What is being asked:
Count the lines of the records below that hold the word "white", and give only the number.
(Supplied records Opens)
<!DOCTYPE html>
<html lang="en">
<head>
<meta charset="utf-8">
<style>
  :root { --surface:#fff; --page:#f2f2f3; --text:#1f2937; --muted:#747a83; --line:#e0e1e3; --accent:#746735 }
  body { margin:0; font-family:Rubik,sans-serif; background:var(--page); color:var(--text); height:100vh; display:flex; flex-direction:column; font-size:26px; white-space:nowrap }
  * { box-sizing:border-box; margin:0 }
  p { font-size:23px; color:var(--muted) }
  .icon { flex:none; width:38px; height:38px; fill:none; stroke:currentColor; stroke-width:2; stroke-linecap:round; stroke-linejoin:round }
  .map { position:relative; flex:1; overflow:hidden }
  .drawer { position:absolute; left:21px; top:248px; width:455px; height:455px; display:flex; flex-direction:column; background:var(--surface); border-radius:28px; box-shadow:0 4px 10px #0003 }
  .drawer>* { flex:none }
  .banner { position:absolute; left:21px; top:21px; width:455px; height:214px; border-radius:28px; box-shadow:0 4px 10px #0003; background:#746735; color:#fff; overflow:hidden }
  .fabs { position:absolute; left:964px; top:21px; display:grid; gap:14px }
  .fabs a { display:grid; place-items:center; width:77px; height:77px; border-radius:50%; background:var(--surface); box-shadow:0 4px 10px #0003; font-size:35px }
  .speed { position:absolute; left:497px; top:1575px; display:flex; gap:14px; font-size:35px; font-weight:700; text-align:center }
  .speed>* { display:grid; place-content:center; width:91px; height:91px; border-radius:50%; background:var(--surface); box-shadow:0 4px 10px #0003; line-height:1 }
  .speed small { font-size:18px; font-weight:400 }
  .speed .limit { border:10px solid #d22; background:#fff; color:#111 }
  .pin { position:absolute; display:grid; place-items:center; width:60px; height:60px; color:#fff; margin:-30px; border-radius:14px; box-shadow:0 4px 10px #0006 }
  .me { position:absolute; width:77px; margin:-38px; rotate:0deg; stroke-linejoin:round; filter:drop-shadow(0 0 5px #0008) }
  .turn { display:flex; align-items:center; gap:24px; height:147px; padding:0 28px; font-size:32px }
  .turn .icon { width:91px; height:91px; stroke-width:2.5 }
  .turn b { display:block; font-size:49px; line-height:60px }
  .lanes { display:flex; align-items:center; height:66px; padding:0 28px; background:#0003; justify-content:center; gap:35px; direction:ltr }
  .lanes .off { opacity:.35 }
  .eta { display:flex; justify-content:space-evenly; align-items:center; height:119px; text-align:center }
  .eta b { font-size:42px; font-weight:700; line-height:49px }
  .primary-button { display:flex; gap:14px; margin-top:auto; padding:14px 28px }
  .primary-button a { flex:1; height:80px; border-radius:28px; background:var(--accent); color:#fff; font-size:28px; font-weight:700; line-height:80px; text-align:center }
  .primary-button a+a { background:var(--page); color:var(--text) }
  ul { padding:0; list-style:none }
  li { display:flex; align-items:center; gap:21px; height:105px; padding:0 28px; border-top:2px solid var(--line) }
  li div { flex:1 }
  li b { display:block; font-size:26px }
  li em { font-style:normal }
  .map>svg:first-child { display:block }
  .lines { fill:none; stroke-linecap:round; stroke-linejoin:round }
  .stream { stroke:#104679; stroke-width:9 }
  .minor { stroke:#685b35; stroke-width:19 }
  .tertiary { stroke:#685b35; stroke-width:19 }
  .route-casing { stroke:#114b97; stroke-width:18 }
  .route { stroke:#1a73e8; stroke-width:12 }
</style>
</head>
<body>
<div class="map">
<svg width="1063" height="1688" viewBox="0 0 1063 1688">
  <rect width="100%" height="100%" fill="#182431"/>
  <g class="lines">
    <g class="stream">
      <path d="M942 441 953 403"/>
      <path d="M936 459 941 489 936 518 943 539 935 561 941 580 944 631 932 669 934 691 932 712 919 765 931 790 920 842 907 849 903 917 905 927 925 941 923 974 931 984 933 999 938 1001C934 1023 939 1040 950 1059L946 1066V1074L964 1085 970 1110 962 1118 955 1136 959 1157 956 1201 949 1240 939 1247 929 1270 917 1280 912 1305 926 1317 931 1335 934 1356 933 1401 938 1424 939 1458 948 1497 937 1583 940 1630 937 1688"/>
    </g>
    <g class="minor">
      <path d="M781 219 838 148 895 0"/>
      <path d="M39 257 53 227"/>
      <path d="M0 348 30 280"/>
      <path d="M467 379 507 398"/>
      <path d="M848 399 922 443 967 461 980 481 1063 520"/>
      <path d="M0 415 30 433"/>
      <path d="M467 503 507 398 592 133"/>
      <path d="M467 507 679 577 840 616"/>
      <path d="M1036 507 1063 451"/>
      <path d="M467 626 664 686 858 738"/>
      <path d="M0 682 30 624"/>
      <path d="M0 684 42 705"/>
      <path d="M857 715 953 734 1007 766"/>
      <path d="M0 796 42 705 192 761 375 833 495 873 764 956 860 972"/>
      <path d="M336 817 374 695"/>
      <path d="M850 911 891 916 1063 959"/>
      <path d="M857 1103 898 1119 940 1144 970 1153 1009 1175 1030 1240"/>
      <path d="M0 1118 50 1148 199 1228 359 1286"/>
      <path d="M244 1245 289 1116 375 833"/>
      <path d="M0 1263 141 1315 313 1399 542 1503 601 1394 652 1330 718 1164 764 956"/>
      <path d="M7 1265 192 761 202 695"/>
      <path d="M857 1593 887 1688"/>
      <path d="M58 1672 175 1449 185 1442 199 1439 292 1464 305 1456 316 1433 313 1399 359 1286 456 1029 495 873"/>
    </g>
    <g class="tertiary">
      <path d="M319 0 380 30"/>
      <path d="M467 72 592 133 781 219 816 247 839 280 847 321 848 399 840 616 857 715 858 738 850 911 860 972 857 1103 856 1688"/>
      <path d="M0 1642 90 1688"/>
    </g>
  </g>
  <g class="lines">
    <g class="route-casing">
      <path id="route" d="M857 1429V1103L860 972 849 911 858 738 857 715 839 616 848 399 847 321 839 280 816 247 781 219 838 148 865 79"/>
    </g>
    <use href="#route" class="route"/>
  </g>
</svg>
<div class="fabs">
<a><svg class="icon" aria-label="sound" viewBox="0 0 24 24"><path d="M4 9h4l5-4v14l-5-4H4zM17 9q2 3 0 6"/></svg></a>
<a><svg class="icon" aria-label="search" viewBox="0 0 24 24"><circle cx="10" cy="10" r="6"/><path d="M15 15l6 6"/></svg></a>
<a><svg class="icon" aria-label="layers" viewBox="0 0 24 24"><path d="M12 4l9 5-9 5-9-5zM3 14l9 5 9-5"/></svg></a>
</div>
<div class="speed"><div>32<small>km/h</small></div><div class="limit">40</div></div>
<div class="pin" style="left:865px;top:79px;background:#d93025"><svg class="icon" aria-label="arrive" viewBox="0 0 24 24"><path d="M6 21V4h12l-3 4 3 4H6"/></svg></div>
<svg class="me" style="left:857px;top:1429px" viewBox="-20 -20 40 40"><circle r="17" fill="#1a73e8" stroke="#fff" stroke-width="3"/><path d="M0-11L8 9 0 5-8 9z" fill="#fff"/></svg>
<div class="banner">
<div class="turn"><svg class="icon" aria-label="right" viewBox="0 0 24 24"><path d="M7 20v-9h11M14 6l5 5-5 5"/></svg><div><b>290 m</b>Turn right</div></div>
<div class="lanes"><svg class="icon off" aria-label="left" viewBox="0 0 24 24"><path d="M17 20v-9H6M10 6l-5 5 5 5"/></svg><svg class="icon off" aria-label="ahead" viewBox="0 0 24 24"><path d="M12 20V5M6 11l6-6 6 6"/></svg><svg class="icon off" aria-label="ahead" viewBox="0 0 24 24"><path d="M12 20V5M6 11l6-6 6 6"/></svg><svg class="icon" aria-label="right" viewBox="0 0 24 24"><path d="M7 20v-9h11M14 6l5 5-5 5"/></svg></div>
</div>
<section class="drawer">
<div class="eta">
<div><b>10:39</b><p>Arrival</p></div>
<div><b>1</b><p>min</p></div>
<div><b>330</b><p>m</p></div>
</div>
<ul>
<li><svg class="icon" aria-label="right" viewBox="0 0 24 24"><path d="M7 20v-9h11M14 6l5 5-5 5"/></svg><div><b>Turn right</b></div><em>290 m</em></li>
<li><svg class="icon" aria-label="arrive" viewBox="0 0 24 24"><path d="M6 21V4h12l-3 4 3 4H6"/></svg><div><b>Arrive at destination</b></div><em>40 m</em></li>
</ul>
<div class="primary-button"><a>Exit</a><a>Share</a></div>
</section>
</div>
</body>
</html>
(Supplied records Closes)
(Supplied records Opens)
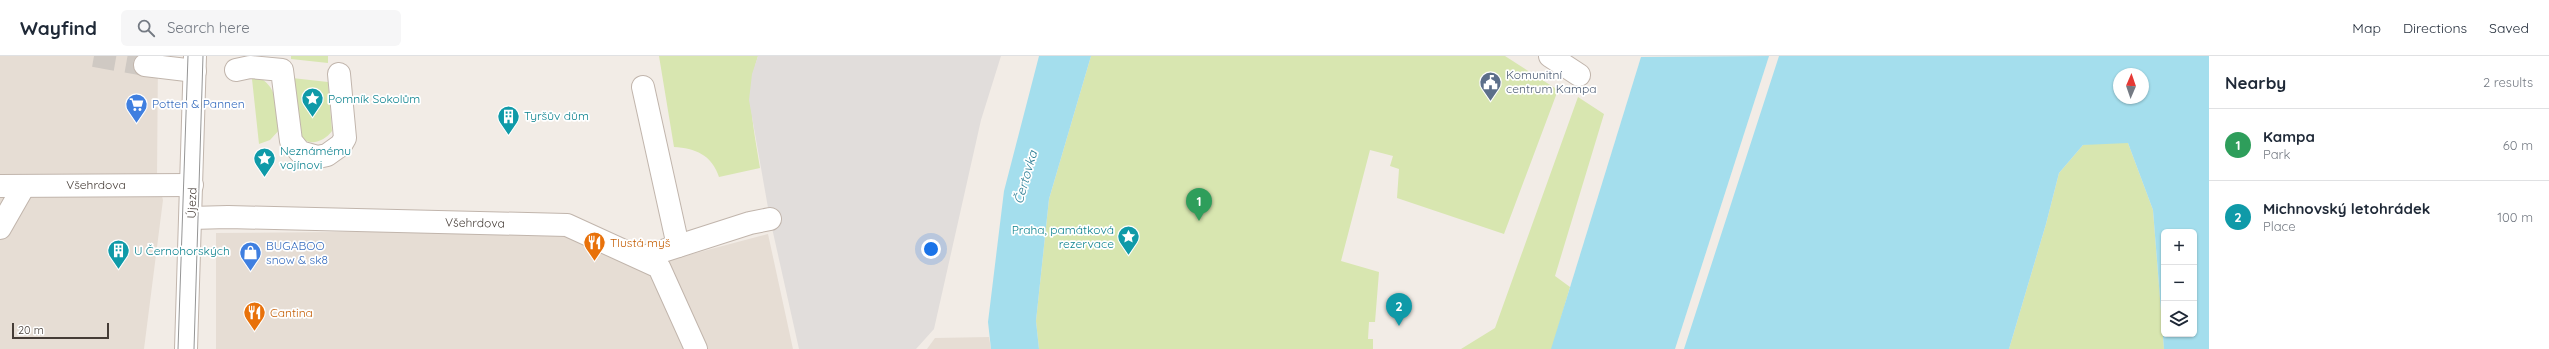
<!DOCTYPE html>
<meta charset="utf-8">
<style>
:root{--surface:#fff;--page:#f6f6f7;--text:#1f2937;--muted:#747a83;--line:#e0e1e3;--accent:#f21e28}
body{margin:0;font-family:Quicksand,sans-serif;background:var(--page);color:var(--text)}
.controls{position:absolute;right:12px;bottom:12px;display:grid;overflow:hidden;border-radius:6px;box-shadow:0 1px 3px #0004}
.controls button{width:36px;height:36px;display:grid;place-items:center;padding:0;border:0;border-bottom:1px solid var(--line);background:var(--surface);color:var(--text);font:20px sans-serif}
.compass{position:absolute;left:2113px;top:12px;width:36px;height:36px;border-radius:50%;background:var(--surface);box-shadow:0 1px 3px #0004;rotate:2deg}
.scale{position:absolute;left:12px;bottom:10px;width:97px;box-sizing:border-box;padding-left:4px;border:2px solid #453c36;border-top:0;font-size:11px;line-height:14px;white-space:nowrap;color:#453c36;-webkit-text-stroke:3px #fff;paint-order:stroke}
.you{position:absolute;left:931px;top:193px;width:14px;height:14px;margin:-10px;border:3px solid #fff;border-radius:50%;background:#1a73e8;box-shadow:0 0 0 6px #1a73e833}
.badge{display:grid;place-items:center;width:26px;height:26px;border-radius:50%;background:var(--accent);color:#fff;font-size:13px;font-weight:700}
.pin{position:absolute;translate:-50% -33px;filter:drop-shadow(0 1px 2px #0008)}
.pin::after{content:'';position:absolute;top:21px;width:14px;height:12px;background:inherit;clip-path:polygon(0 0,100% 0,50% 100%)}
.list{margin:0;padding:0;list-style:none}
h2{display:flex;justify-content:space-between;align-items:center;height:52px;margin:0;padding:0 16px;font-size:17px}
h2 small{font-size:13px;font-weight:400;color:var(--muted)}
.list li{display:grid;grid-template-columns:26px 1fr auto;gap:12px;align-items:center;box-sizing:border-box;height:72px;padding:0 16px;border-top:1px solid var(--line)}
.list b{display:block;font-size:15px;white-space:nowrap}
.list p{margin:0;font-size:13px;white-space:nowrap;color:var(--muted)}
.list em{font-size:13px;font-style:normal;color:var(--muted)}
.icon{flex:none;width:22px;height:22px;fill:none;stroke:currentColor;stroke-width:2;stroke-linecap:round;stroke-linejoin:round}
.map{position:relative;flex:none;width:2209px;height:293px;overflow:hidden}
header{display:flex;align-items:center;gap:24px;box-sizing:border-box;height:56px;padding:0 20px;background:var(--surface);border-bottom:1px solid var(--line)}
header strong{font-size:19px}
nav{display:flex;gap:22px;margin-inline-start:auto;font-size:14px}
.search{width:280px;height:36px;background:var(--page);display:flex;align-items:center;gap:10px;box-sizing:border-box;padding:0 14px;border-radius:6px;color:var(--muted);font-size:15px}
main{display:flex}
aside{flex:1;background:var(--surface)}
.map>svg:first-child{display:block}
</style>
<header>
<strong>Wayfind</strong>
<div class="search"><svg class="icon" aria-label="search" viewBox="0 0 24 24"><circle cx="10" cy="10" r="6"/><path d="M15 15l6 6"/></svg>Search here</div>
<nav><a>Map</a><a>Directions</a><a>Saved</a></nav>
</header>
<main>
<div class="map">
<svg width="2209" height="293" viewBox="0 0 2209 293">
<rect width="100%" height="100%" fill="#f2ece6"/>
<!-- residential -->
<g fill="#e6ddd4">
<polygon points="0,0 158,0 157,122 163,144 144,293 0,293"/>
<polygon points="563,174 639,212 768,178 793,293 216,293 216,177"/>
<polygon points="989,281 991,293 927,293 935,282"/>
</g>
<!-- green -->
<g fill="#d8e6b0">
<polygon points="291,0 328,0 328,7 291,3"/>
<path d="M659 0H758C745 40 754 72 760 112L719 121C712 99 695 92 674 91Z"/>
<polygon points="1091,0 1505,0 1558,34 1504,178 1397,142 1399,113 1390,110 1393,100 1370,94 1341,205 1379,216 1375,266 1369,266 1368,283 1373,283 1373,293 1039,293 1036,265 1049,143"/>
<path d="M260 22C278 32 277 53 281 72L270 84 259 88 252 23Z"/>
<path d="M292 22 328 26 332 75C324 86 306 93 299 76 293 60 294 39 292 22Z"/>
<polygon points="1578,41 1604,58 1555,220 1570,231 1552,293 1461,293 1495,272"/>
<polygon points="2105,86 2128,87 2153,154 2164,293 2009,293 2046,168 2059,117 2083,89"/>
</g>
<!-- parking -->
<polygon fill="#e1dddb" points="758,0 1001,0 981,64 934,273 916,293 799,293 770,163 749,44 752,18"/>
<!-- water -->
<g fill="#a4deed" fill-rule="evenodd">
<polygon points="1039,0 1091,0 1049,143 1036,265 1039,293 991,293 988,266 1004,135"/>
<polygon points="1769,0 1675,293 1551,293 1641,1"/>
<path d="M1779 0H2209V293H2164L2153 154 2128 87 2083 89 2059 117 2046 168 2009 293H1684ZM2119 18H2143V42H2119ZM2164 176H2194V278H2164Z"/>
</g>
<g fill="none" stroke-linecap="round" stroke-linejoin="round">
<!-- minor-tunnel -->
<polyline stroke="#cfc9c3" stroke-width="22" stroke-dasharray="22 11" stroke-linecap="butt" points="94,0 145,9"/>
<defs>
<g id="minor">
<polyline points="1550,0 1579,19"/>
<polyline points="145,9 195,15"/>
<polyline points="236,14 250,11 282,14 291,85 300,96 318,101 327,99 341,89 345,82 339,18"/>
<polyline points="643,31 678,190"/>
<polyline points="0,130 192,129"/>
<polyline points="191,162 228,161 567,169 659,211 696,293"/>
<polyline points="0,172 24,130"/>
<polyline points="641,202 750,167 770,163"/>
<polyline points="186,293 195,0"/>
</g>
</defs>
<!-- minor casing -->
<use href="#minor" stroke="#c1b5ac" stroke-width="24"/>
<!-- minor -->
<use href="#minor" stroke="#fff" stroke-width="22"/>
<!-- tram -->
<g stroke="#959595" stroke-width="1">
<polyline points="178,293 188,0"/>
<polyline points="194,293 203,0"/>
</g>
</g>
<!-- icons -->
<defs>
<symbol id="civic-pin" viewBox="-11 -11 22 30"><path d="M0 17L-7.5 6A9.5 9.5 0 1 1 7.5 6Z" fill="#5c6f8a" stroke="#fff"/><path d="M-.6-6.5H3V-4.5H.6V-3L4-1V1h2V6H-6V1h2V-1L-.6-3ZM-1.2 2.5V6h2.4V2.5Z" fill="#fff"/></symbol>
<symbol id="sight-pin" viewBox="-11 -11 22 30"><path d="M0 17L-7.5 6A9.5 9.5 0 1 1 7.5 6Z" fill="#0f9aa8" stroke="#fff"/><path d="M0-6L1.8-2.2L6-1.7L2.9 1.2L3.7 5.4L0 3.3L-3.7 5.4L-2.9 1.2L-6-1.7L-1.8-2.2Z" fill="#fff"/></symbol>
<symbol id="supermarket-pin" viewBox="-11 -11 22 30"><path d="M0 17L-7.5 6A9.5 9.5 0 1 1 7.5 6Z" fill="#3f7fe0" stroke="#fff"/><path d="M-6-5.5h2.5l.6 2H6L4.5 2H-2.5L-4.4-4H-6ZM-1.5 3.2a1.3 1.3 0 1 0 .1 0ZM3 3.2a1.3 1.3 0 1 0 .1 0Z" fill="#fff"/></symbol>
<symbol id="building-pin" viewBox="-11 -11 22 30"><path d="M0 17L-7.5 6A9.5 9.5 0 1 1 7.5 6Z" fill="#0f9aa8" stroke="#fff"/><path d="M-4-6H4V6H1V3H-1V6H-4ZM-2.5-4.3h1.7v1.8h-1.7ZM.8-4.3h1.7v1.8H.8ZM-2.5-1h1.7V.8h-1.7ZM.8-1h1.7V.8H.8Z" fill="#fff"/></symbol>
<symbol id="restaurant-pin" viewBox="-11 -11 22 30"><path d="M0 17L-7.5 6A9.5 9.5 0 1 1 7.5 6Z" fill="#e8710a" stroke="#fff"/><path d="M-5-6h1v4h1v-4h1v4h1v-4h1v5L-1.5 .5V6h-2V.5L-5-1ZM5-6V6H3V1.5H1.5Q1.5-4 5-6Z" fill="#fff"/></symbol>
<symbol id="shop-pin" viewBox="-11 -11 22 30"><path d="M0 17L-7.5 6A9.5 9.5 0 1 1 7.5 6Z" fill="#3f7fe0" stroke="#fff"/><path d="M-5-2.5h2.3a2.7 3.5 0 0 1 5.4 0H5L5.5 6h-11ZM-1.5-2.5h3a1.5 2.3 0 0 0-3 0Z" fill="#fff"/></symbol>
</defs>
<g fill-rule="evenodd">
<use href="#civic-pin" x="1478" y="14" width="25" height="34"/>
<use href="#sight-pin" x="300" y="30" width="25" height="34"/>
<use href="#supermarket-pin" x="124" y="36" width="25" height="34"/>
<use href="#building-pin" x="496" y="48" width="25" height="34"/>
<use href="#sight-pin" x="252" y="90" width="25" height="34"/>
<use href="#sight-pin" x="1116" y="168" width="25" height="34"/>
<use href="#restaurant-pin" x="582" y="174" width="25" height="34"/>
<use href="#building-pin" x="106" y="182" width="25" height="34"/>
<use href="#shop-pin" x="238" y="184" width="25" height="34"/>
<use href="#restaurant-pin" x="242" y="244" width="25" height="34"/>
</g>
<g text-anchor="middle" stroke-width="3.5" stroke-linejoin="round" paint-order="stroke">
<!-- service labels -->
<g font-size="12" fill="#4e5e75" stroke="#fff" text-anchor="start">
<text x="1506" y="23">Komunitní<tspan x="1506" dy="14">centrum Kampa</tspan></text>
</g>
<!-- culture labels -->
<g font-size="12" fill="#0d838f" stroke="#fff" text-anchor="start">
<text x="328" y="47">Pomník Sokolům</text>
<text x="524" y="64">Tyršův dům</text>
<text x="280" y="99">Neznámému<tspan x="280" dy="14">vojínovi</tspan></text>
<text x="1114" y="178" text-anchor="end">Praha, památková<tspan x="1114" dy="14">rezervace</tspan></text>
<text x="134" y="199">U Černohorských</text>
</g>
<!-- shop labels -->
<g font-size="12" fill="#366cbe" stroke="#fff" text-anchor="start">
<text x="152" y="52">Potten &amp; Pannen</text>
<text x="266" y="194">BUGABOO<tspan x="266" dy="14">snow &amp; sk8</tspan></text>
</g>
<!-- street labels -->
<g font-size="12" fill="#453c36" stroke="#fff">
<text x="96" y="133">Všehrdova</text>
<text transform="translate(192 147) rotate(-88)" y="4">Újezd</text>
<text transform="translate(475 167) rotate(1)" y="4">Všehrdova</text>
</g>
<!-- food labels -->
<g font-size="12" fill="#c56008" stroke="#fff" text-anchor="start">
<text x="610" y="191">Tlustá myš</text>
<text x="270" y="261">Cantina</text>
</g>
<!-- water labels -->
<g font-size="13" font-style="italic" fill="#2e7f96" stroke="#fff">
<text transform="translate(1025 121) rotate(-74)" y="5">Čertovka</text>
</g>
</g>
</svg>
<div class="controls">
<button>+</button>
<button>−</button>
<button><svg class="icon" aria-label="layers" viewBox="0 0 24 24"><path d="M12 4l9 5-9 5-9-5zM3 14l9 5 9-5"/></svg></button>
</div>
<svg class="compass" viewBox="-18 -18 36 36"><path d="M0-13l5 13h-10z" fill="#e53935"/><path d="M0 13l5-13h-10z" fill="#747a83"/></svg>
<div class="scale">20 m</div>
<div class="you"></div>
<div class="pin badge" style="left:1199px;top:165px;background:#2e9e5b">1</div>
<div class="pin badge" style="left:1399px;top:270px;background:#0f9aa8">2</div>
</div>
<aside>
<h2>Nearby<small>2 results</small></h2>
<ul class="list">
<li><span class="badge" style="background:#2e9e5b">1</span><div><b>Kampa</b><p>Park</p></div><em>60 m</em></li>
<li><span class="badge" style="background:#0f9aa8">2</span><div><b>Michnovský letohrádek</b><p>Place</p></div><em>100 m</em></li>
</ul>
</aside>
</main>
(Supplied records Closes)
Answer to this exercise:
4